KosmoLab also produces separation and deployment systems for small-lift launch vehicles. They are used to install and launch the main load and a satellite as an additional load on the base of integrated deployers. They are developed for a wide range of launch vehicles and can be adjusted for concrete rockets and upper stages with reduced mass properties.

Let’s go!

KosmoLab is striving to enter the market.

“We are hoping to find a governmental customer as part of the Russian launch program,” Maxim says. “To do so, we need funding to undergo expertise and receive a security certificate. We set our hopes on Skolkovo. We are holding talks with the customer and are working towards reaching this goal. We will consider it a certain success if we manage to join the Roscosmos state corporation as an affiliate company if there is demand for our products in Russia and the world. It would give us a great opportunity to reach foreign markets.”

As of now, potential customers of KosmoLab are private companies, including developers of small-lift launch vehicles, and aerospace universities. The developers are approaching organizations that could be interested in their products, sending out commercial proposals and offering transportation and launch containers as well as separation and deployment systems, including at thematic conferences. KosmoLab is offering the first flight model for free; the company had a plan to carry out the launch but had to postpone it amid the COVID-19 pandemic. In the long run, the company plans to build transportation and launch containers made to specific technical requirements from customers and implement a complete package of acceptance tests.

In December 2019, KosmoLab signed a strategic partnership agreement with another Skolkovo resident, Avant Space Systems, a company that develops small satellites. KosmoLab plans to use its deployers for launching Avant Space’s 20 16U CubeSat small satellites. By 2022, the partner companies plan to build and launch two microsatellites equipped with laser diodes in transportation and launch containers from the Progress cargo spacecraft; the diodes will be used for transmitting symbolic images. The miniaturized satellites will be used primarily for tracking data messages in space.

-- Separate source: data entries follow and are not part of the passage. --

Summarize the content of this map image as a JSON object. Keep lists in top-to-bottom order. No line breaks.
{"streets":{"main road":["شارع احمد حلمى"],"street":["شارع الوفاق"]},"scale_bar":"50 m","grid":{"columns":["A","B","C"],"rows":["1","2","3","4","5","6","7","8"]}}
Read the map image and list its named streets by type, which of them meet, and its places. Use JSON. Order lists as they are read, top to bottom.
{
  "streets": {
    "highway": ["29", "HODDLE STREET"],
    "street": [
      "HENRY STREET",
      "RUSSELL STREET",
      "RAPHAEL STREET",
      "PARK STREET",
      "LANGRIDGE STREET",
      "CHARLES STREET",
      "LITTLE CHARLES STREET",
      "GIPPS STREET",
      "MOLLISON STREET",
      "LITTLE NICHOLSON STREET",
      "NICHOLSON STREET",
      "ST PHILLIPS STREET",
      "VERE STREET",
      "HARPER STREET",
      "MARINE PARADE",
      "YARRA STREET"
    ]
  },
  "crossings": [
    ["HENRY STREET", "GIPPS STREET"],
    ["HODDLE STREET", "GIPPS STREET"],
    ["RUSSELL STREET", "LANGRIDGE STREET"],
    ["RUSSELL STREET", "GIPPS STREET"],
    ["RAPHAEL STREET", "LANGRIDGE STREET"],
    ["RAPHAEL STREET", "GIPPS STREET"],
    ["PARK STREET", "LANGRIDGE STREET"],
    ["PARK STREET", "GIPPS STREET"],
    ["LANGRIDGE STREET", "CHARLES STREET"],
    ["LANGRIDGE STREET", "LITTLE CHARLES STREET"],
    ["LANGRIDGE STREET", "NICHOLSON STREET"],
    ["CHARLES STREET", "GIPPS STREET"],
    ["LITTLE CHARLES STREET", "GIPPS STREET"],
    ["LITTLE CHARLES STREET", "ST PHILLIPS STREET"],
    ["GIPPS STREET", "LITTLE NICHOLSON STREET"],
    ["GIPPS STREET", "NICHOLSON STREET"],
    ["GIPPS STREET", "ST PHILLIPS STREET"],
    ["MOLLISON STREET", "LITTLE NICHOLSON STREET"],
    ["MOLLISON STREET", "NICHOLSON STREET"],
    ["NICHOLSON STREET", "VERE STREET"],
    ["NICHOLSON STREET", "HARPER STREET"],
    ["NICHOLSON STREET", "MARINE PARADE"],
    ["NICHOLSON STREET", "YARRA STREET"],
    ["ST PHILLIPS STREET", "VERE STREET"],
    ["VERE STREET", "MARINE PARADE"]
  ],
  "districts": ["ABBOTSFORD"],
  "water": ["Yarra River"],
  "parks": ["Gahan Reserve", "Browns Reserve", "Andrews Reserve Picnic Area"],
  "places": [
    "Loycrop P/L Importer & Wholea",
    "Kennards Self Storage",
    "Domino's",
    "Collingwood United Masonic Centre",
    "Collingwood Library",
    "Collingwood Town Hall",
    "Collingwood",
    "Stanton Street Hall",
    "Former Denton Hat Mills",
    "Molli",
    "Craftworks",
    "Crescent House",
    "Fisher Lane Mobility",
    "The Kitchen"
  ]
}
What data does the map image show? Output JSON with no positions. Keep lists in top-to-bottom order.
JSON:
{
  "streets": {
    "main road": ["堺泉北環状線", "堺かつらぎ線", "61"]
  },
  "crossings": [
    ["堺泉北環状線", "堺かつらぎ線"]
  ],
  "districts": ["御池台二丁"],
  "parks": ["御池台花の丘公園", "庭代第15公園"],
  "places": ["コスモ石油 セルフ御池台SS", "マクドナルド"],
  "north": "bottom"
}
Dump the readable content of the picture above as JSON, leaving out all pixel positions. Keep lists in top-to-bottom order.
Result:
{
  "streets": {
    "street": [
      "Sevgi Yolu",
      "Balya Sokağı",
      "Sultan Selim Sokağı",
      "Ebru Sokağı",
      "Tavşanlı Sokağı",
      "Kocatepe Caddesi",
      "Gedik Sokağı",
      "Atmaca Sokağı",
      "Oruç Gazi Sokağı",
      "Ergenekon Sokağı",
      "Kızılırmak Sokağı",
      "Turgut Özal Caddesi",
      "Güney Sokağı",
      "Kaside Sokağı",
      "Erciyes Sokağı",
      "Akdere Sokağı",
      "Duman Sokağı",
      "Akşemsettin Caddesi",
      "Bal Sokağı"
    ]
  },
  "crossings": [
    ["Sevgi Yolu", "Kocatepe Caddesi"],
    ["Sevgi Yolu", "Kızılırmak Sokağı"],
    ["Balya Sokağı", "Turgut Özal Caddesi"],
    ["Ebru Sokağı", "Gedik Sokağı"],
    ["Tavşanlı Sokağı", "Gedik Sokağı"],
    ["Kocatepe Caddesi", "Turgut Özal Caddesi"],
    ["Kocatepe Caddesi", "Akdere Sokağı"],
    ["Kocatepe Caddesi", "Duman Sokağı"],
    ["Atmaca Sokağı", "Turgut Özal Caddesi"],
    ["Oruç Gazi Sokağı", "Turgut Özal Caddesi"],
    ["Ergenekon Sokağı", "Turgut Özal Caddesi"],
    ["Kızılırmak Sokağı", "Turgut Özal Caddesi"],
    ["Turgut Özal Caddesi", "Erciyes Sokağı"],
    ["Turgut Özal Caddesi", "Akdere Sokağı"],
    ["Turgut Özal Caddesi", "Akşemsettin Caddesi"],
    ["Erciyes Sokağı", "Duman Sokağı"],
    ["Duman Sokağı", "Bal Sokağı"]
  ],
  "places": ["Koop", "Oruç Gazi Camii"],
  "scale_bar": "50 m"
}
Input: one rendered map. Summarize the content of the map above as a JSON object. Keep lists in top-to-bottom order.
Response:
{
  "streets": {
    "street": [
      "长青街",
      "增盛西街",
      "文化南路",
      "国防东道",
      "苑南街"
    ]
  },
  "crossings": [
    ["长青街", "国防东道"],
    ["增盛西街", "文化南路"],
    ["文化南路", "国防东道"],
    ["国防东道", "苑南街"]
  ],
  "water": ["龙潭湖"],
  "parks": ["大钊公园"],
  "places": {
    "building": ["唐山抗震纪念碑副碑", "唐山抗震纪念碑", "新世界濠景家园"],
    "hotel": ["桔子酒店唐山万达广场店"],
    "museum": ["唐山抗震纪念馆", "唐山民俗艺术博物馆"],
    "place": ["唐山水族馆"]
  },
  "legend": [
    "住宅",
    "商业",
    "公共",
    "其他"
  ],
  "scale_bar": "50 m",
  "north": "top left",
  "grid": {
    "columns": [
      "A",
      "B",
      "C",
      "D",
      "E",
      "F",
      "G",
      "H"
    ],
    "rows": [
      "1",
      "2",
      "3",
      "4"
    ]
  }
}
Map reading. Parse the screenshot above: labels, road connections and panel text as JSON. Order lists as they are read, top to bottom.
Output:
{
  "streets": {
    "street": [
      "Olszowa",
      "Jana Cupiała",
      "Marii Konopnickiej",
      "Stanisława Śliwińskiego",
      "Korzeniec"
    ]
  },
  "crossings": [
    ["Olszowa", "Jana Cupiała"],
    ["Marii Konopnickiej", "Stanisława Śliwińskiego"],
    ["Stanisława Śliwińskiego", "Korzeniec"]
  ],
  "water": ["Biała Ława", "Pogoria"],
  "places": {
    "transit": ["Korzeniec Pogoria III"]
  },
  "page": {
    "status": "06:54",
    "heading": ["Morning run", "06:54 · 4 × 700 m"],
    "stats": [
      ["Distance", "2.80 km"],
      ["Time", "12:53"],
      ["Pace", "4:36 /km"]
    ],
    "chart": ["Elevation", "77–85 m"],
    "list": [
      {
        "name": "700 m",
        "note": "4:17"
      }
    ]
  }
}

“We are planning to expand the company only in parallel to a growing number of orders. We will hire employees to work half- and quarter-time, and some to work part-time. I think that starting next year we will see a greater number of launches and the demand for our deployers will grow. So far, we are in the process of signing agreements and contracts with our clients. Next year, when the pandemic is over, hopefully, we expect that the expenses will pay off under the upcoming contracts and we will receive new grant finances to boost the export potential of our products in the world market,” Maxim said.